[Opening DATASET section]

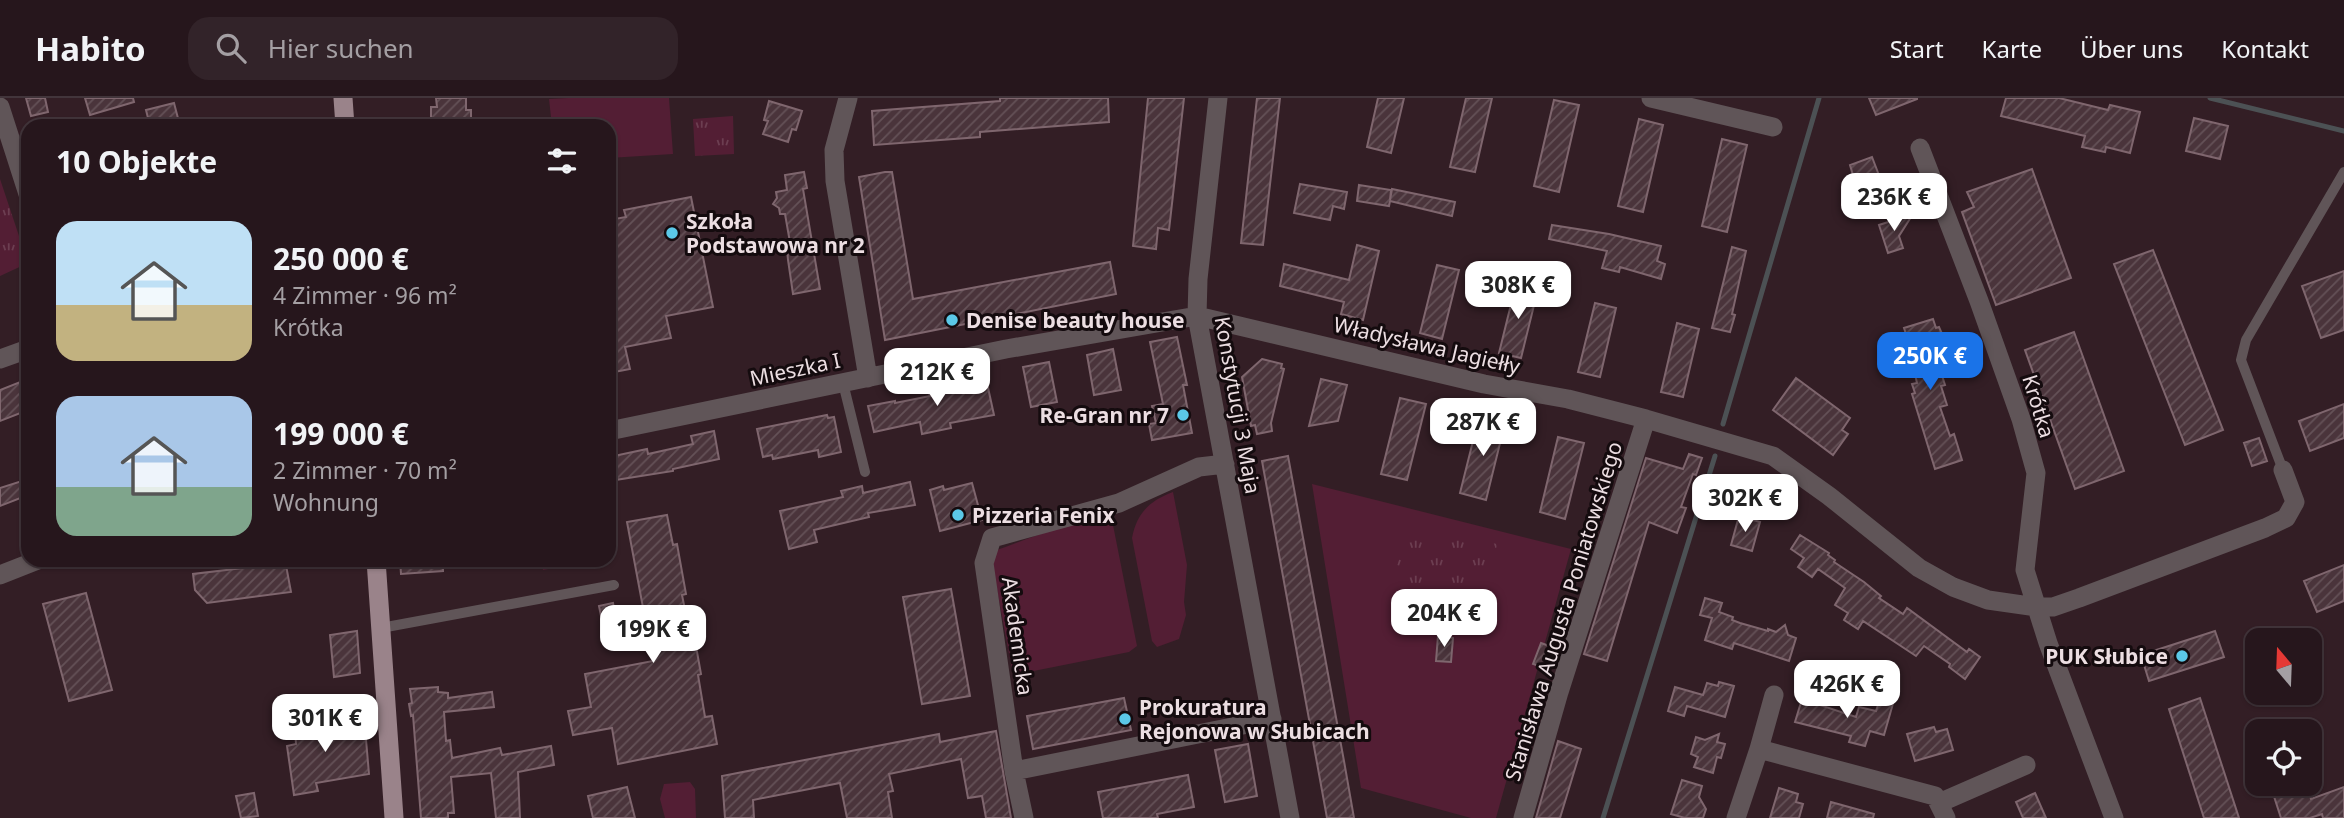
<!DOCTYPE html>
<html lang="de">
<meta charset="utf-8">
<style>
body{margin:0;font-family:"Noto Sans",sans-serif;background:#322329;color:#f1f3f6;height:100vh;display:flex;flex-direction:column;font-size:26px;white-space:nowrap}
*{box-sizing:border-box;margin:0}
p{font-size:23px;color:#a49fa3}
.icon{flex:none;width:38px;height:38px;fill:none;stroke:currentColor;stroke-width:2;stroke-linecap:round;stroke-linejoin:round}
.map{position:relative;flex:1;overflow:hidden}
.details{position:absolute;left:21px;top:21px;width:595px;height:448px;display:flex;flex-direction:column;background:#26161c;border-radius:21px;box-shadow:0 2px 5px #0004,0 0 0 2px #42353b}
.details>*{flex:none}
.needle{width:46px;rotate:341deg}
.controls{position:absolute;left:2245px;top:530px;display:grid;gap:14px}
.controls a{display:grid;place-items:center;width:77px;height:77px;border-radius:14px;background:#26161c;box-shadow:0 2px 5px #0004,0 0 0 2px #42353b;font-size:35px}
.price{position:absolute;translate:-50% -60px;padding:0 16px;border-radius:14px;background:#fff;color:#222;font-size:23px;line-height:46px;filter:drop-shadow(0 2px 4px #0008)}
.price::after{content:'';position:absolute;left:50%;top:42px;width:21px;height:16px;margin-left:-10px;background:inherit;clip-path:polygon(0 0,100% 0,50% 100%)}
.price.active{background:#1a73e8;color:#fff}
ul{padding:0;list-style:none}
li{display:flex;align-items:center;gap:21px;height:175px;padding:0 35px}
li span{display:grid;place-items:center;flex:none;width:196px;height:140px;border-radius:21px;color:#555}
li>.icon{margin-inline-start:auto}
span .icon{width:84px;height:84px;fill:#fffc;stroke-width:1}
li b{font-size:30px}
h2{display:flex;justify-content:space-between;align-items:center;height:84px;padding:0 35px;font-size:30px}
header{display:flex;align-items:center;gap:42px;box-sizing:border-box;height:98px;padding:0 35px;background:#26161c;border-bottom:2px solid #42353b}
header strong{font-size:33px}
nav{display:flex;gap:38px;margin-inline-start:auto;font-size:24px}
.search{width:490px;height:63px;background:#322329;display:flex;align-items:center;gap:18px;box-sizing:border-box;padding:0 24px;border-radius:21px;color:#a49fa3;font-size:26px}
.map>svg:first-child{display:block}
</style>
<header>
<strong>Habito</strong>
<div class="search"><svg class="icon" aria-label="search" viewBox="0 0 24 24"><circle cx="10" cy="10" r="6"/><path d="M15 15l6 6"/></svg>Hier suchen</div>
<nav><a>Start</a><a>Karte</a><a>Über uns</a><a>Kontakt</a></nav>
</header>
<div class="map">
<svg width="2344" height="720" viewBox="0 0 2344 720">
<defs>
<pattern id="park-tufts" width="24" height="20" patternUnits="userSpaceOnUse" patternTransform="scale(1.75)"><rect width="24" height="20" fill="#531e34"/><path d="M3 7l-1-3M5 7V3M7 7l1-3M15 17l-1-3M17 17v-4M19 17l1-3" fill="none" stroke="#6c3e51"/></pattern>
<pattern id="building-hatch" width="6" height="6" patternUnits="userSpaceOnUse" patternTransform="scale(1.75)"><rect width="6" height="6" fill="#4a343b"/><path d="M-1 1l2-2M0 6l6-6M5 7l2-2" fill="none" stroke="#645157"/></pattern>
</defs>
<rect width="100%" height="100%" fill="#331e25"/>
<path fill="#531e34" d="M 568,0 L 669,0 L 673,56 L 609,60 L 609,28 L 552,28 L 549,1 Z
M 1312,386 L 1571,451 L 1496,720 L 1471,720 L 1361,690 Z
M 1173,394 L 1187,467 L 1184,504 L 1186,517 L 1179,541 L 1157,549 L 1152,543 L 1132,440 C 1137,415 1149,403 1173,394 Z
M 1108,420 L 1113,427 L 1137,548 L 1129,554 L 1013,577 L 992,465 L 997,452 C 1032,439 1071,423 1108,420 Z
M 690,684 L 695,691 L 696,720 L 665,720 L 660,701 L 664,686 Z"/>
<path fill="url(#park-tufts)" d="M 733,18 L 734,56 L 695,58 L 693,21 Z
M 0,81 L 28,165 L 0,178 Z
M 1405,428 L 1497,446 L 1487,500 L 1394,482 Z
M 541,462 L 588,462 L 589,463 L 543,472 Z"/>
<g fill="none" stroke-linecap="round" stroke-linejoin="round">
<path stroke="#4c5154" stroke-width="5" d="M 2210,0 L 2344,33
M 1723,326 L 1819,0
M 1603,720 L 1715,358"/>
</g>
<path fill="url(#building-hatch)" stroke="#7f666e" stroke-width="2" d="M 26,0 L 45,0 L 48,14 L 31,18 Z
M 85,0 L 133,0 L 134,4 L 90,17 Z
M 436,0 L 466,0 L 466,12 L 471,12 L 471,28 L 440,28 L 440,22 L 431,23 L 431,9 L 437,9 Z
M 1000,0 L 1108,0 L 1109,24 L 980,34 L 980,39 L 874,47 L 872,13 L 1000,3 Z
M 1148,0 L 1184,0 L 1169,132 L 1158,130 L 1156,151 L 1133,148 Z
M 1257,0 L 1280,0 L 1263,147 L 1241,145 Z
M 1378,0 L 1404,0 L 1391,55 L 1367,49 Z
M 1466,0 L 1492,0 L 1475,74 L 1450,69 Z
M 1869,0 L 1917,0 L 1917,1 L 1876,17 Z
M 2006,0 L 2059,0 L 2108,12 L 2110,7 L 2140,14 L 2130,55 L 2106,49 L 2105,54 L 2082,49 L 2085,38 L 2001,18 Z
M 1554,2 L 1579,7 L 1559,94 L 1534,88 Z
M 769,3 L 802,13 L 796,32 L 792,31 L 788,44 L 763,36 L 768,23 L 764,22 Z
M 174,5 L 180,28 L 150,28 L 146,12 Z
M 2194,20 L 2228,28 L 2220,61 L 2186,53 Z
M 1639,21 L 1663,27 L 1643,114 L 1618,108 Z
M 1722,41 L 1747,47 L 1727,134 L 1702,128 Z
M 1872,59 L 1885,93 L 1876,95 L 1873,100 L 1868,98 L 1860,101 L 1850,67 Z
M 2032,71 L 2071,180 L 1996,207 L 1962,114 L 1974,109 L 1967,94 Z
M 804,74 L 807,90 L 803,91 L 820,191 L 793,196 L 788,162 L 787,151 L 791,150 L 785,116 L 780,116 L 779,110 L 773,106 L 777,100 L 776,94 L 787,92 L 785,77 Z
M 885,74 L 892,74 L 913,201 L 1110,164 L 1116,196 L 885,242 L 859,79 Z
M 1300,86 L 1347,94 L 1344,111 L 1333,108 L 1330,122 L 1294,115 Z
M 1359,87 L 1391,92 L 1390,102 L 1392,91 L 1455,104 L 1452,118 L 1390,103 L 1389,108 L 1357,103 Z
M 691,99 L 713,209 L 666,218 L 671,240 L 625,249 L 630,271 L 609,275 L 609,181 L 617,179 L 609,137 L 609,122 L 626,119 L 624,112 Z
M 1913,116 L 1899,138 L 1903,150 L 1888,155 L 1879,127 Z
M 1552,127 L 1609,136 L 1661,148 L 1657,163 L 1665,166 L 1661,181 L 1620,169 L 1619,174 L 1602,170 L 1607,153 L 1549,141 Z
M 1357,147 L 1379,153 L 1363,222 L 1341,216 L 1344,204 L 1280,188 L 1284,166 L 1349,182 Z
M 1732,149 L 1746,153 L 1732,216 L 1735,217 L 1730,234 L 1712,230 Z
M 2153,152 L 2223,332 L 2185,347 L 2114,166 Z
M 1437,167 L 1459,172 L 1442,241 L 1420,235 Z
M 2344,173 L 2344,232 L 2321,240 L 2302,188 Z
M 1516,186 L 1538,191 L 1521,260 L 1499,255 Z
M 1595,205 L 1616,210 L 1600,279 L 1578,274 Z
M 1933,221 L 1936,230 L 1939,229 L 1943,238 L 1934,242 L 1937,254 L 1935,255 L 1945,287 L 1941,288 L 1947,307 L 1940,309 L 1950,338 L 1954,336 L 1962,362 L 1935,371 L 1912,296 L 1915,295 L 1912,286 L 1917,285 L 1910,254 L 1905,256 L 1901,242 L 1905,241 L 1904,237 L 1906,236 L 1904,230 Z
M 1677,225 L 1699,231 L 1683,299 L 1661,294 Z
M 2074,234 L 2124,373 L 2075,391 L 2025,252 Z
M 1177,239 L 1187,287 L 1183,287 L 1192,335 L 1152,342 L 1149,326 L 1156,325 L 1152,308 L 1163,306 L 1150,244 Z
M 1113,251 L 1121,292 L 1094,297 L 1087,257 Z
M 1262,261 L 1282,266 L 1281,270 L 1284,271 L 1271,325 L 1272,333 L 1257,336 L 1255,327 L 1251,328 L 1242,279 Z
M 1049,264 L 1057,304 L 1031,309 L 1023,269 Z
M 985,276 L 994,317 L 950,325 L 951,330 L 922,336 L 920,324 L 874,334 L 868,308 L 895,303 L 895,305 L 930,298 L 929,295 L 960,288 L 959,282 Z
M 1796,280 L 1850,320 L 1842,332 L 1848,336 L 1833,357 L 1773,312 Z
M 28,281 L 28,312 L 0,323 L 0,292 Z
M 1321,281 L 1347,287 L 1338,323 L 1309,328 Z
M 1400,300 L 1426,306 L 1407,382 L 1381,376 Z
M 2344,306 L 2344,340 L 2310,353 L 2299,323 Z
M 827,317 L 828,320 L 834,319 L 841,354 L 819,359 L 818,352 L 773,361 L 772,357 L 763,359 L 757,331 Z
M 1479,319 L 1505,325 L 1486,402 L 1460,395 Z
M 714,333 L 719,361 L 673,371 L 673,373 L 609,383 L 609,359 L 647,351 L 648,356 L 693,346 L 691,338 Z
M 1558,339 L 1584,345 L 1565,421 L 1540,414 Z
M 2259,340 L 2267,363 L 2252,368 L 2244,345 Z
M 1689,356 L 1702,360 L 1696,377 L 1693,376 L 1681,409 L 1686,410 L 1677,435 L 1649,424 L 1607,563 L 1584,556 L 1646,360 L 1683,371 Z
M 1288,358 L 1344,663 L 1354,720 L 1327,720 L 1262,363 Z
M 28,381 L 28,397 L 0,408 L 0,390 Z
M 910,384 L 915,407 L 868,415 L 869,419 L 814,432 L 817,444 L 789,451 L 780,413 L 843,399 L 841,393 L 862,388 L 863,395 Z
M 972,385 L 982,422 L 940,433 L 930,392 L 943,388 L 944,392 Z
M 667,417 L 673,447 L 677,446 L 686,496 L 682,497 L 688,527 L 692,526 L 701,576 L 698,577 L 705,619 L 712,618 L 717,646 L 618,666 L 612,630 L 573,637 L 568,613 L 591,609 L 585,576 L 653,563 L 627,424 Z
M 1739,418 L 1760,424 L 1752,453 L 1731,447 Z
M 1800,437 L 1829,455 L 1828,457 L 1835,462 L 1834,464 L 1864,484 L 1881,498 L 1879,500 L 1903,516 L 1907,510 L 1967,554 L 1969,551 L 1980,559 L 1965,581 L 1949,569 L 1950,566 L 1924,548 L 1916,558 L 1863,523 L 1858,531 L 1844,522 L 1848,515 L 1835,507 L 1845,490 L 1818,471 L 1812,479 L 1798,469 L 1804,460 L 1791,451 Z
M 285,462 L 291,494 L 207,505 L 195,492 L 193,476 L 261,468 L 261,464 Z
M 400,462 L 443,462 L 443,473 L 401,476 Z
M 2344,467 L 2344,503 L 2317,514 L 2304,483 Z
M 951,491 L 970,598 L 922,606 L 903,499 Z
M 86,495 L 112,592 L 69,603 L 43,506 Z
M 1705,500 L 1722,505 L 1719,514 L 1733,519 L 1732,522 L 1740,525 L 1768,533 L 1768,531 L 1776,534 L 1785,527 L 1788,537 L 1796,540 L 1789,563 L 1734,545 L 1732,551 L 1705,542 L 1712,520 L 1700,517 Z
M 613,505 L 616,521 L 602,523 L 599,508 Z
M 357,533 L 360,575 L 334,579 L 330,537 Z
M 2215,533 L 2224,559 L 2149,583 L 2141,557 Z
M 1438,538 L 1453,540 L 1451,564 L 1436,563 Z
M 1541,545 L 1555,550 L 1547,571 L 1533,566 Z
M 1719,584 L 1734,588 L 1725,619 L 1687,608 L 1684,618 L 1668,613 L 1675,589 L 1703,597 L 1707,585 L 1718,588 Z
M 438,589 L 438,594 L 448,595 L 448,600 L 492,594 L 494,609 L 444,614 L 446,643 L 450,642 L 452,660 L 500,650 L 502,657 L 551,648 L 554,667 L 518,674 L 520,720 L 496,720 L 491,675 L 451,679 L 454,715 L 448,715 L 448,720 L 421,720 L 413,617 L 411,618 L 409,606 L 412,605 L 410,591 Z
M 1881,598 L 1894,602 L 1884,637 L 1870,633 L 1865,648 L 1849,644 L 1851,638 L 1795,624 L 1802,601 L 1856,619 L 1859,609 L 1876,613 Z
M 1124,600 L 1131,632 L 1033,651 L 1027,618 Z
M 2200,600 L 2239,720 L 2204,720 L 2169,611 Z
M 318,614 L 319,634 L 365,630 L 369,676 L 316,685 L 318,693 L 294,697 L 287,648 L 296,646 L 294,618 Z
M 1934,629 L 1936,634 L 1947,631 L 1953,652 L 1915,663 L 1907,636 Z
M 996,633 L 1011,720 L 986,720 L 982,698 L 968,700 L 961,661 L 889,676 L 893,693 L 888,694 L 892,720 L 847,720 L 840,685 L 753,702 L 754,720 L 725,720 L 722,678 L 939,636 L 940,644 Z
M 1719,636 L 1717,644 L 1725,646 L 1721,660 L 1717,659 L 1713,675 L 1694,669 L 1698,659 L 1691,656 L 1696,639 L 1705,642 Z
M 1558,643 L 1581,651 L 1560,720 L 1536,720 Z
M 1248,646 L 1257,698 L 1225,704 L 1215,652 Z
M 1188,677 L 1194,709 L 1157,716 L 1158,720 L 1103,720 L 1098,694 Z
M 1682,682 L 1702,688 L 1699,699 L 1706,711 L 1703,720 L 1685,720 L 1671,716 Z
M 2270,686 L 2306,686 L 2311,701 L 2344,689 L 2344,720 L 2323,720 L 2322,716 L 2310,720 L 2281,720 Z
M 627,689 L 635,720 L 593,720 L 588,698 Z
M 1779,690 L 1798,696 L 1796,704 L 1803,706 L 1799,720 L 1770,720 Z
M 254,695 L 258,718 L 241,720 L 236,698 Z
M 2035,695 L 2046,720 L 2023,720 L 2016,704 Z
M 1831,704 L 1874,716 L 1873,720 L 1827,720 Z"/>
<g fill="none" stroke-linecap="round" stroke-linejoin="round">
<path stroke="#605558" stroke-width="10" d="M 843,285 L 865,374
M 2283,372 L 2241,262 L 2246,242 L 2344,74
M 381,530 L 614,487"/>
<path stroke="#605558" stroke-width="19" d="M 848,0 L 834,52 L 835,83 L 868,280
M 1218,0 L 1198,181 L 1197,218 L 1290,720
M 1651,0 L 1773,29
M 0,9 L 28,96
M 1920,50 L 1979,203 L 2021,321 L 2036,375 L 2025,472 L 2048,545 L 2114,720
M 0,261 L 28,251
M 609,333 L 1006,251 L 1197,218 L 1484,286 L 1568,301 L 1646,321 L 1773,358 L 1829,398 L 1919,470 L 1953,489 L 1988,502 L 2036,509 L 2053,509 L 2079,500 L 2265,430 L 2286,420 L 2295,404 L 2283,372
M 0,477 L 38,462
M 1759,651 L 1935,698 L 1946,720
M 1014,673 L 1272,621
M 1939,705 L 2026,667
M 1024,720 L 1014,673 L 984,465 L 992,440 L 1119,405 L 1199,369 L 1225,366
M 1523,720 L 1559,594 L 1646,321
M 1736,720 L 1759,651 L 1774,597"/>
<path stroke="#9a838a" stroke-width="19" d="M 343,0 L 345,28
M 376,462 L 394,720"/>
</g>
<g fill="#5bc8e7" stroke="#140b0e" stroke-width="2.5">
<circle cx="672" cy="135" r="7"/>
<circle cx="952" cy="222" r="7"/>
<circle cx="1183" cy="317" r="7"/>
<circle cx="958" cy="417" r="7"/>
<circle cx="2182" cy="558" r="7"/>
<circle cx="1125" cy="621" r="7"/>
</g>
<g text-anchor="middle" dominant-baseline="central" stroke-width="6" stroke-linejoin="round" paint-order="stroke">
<g font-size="21" font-weight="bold" fill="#ecdee2" stroke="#140b0e" text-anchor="start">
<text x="686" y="123">Szkoła<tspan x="686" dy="24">Podstawowa nr 2</tspan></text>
<text x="966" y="222">Denise beauty house</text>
<text x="1169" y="317" text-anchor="end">Re-Gran nr 7</text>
<text x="972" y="417">Pizzeria Fenix</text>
<text x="2168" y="558" text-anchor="end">PUK Słubice</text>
<text x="1139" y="609">Prokuratura<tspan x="1139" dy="24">Rejonowa w Słubicach</tspan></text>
</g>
<g font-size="21" fill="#ecdee2" stroke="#140b0e">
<text transform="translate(1427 247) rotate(13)">Władysława Jagiełły</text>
<text transform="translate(795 271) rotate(-12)">Mieszka I</text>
<text transform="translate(1238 307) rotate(80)">Konstytucji 3 Maja</text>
<text transform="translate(2039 308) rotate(73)">Krótka</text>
<text transform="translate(1563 513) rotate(-73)">Stanisława Augusta Poniatowskiego</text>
<text transform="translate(1018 538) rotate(82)">Akademicka</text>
</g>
</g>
</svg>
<div class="controls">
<a><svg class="needle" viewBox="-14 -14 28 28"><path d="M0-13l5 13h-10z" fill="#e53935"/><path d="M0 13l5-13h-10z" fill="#a49fa3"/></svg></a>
<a><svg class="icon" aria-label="locate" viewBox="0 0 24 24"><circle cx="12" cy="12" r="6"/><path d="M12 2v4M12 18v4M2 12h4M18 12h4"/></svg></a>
</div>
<b class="price" style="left:1894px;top:135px">236K €</b>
<b class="price" style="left:1518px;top:223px">308K €</b>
<b class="price active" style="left:1930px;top:294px">250K €</b>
<b class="price" style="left:937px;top:310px">212K €</b>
<b class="price" style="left:1483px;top:360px">287K €</b>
<b class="price" style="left:1745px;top:436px">302K €</b>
<b class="price" style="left:1444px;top:551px">204K €</b>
<b class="price" style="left:653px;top:567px">199K €</b>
<b class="price" style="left:1847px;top:622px">426K €</b>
<b class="price" style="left:325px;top:656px">301K €</b>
<section class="details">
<h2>10 Objekte<svg class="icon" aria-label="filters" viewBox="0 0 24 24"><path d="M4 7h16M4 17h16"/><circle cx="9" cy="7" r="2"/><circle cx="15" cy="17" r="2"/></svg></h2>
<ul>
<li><span style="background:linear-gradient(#bfe0f5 60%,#c2b280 0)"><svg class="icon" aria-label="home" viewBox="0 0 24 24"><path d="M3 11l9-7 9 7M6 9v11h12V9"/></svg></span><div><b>250 000 €</b><p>4 Zimmer · 96 m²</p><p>Krótka</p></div></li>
<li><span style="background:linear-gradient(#a9c7e8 65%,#7fa58c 0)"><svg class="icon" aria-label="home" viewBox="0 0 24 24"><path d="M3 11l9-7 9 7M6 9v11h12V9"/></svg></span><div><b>199 000 €</b><p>2 Zimmer · 70 m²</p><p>Wohnung</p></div></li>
</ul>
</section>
</div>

[Closing DATASET section]

_EXERCISE_
Among the records, count every line where "absolute" appears. Reply with the total alone.

_REPLY_
4